Reproduce the records precisely. Every line should be included.

--------------------------------

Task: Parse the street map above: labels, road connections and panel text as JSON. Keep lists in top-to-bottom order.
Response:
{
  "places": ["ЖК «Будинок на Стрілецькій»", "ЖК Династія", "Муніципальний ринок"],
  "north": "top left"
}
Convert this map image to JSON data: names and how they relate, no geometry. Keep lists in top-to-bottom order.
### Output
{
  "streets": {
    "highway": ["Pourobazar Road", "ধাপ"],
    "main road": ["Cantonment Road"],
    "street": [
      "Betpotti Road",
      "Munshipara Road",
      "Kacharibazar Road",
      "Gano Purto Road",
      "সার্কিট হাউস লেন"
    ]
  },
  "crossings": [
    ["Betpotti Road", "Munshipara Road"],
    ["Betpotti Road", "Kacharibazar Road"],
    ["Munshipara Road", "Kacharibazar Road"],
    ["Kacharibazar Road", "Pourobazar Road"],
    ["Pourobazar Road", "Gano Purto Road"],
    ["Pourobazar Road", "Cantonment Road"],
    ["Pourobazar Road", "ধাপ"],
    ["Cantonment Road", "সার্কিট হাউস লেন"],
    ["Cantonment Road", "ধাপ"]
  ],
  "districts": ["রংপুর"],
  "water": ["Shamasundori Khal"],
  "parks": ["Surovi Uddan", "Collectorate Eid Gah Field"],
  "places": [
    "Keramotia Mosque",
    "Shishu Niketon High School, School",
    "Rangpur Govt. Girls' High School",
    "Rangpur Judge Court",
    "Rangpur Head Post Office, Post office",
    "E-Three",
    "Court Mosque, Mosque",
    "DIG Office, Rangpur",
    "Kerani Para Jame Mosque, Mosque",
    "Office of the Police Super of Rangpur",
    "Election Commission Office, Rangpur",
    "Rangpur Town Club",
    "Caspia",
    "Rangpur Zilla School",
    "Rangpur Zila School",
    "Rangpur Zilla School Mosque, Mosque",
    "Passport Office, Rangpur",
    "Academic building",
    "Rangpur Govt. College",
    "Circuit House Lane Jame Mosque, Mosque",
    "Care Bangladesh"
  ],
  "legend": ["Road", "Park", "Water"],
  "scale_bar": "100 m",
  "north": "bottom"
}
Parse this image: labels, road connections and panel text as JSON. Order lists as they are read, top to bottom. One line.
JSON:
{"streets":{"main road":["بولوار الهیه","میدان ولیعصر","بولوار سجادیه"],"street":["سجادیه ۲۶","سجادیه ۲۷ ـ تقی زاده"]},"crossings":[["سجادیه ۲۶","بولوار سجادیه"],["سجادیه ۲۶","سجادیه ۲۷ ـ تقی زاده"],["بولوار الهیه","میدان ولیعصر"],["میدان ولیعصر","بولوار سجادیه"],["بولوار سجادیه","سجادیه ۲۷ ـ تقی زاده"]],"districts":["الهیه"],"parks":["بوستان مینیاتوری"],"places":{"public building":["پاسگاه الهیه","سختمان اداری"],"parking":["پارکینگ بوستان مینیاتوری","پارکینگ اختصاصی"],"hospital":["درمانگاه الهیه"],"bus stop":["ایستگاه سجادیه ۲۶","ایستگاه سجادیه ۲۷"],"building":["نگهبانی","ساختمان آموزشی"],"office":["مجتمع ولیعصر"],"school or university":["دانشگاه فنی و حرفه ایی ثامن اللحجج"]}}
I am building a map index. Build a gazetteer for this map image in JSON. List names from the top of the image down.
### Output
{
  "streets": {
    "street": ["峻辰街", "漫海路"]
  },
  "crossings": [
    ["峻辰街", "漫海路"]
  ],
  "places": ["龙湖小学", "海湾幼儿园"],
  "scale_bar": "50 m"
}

--------------------------------

EXERCISE RESULT:
Task: Parse the street map above: labels, road connections and panel text as JSON. Keep lists in top-to-bottom order.
Response:
{
  "places": ["ЖК «Будинок на Стрілецькій»", "ЖК Династія", "Муніципальний ринок"],
  "north": "top left"
}
Convert this map image to JSON data: names and how they relate, no geometry. Keep lists in top-to-bottom order.
### Output
{
  "streets": {
    "highway": ["Pourobazar Road", "ধাপ"],
    "main road": ["Cantonment Road"],
    "street": [
      "Betpotti Road",
      "Munshipara Road",
      "Kacharibazar Road",
      "Gano Purto Road",
      "সার্কিট হাউস লেন"
    ]
  },
  "crossings": [
    ["Betpotti Road", "Munshipara Road"],
    ["Betpotti Road", "Kacharibazar Road"],
    ["Munshipara Road", "Kacharibazar Road"],
    ["Kacharibazar Road", "Pourobazar Road"],
    ["Pourobazar Road", "Gano Purto Road"],
    ["Pourobazar Road", "Cantonment Road"],
    ["Pourobazar Road", "ধাপ"],
    ["Cantonment Road", "সার্কিট হাউস লেন"],
    ["Cantonment Road", "ধাপ"]
  ],
  "districts": ["রংপুর"],
  "water": ["Shamasundori Khal"],
  "parks": ["Surovi Uddan", "Collectorate Eid Gah Field"],
  "places": [
    "Keramotia Mosque",
    "Shishu Niketon High School, School",
    "Rangpur Govt. Girls' High School",
    "Rangpur Judge Court",
    "Rangpur Head Post Office, Post office",
    "E-Three",
    "Court Mosque, Mosque",
    "DIG Office, Rangpur",
    "Kerani Para Jame Mosque, Mosque",
    "Office of the Police Super of Rangpur",
    "Election Commission Office, Rangpur",
    "Rangpur Town Club",
    "Caspia",
    "Rangpur Zilla School",
    "Rangpur Zila School",
    "Rangpur Zilla School Mosque, Mosque",
    "Passport Office, Rangpur",
    "Academic building",
    "Rangpur Govt. College",
    "Circuit House Lane Jame Mosque, Mosque",
    "Care Bangladesh"
  ],
  "legend": ["Road", "Park", "Water"],
  "scale_bar": "100 m",
  "north": "bottom"
}
Parse this image: labels, road connections and panel text as JSON. Order lists as they are read, top to bottom. One line.
JSON:
{"streets":{"main road":["بولوار الهیه","میدان ولیعصر","بولوار سجادیه"],"street":["سجادیه ۲۶","سجادیه ۲۷ ـ تقی زاده"]},"crossings":[["سجادیه ۲۶","بولوار سجادیه"],["سجادیه ۲۶","سجادیه ۲۷ ـ تقی زاده"],["بولوار الهیه","میدان ولیعصر"],["میدان ولیعصر","بولوار سجادیه"],["بولوار سجادیه","سجادیه ۲۷ ـ تقی زاده"]],"districts":["الهیه"],"parks":["بوستان مینیاتوری"],"places":{"public building":["پاسگاه الهیه","سختمان اداری"],"parking":["پارکینگ بوستان مینیاتوری","پارکینگ اختصاصی"],"hospital":["درمانگاه الهیه"],"bus stop":["ایستگاه سجادیه ۲۶","ایستگاه سجادیه ۲۷"],"building":["نگهبانی","ساختمان آموزشی"],"office":["مجتمع ولیعصر"],"school or university":["دانشگاه فنی و حرفه ایی ثامن اللحجج"]}}
I am building a map index. Build a gazetteer for this map image in JSON. List names from the top of the image down.
### Output
{
  "streets": {
    "street": ["峻辰街", "漫海路"]
  },
  "crossings": [
    ["峻辰街", "漫海路"]
  ],
  "places": ["龙湖小学", "海湾幼儿园"],
  "scale_bar": "50 m"
}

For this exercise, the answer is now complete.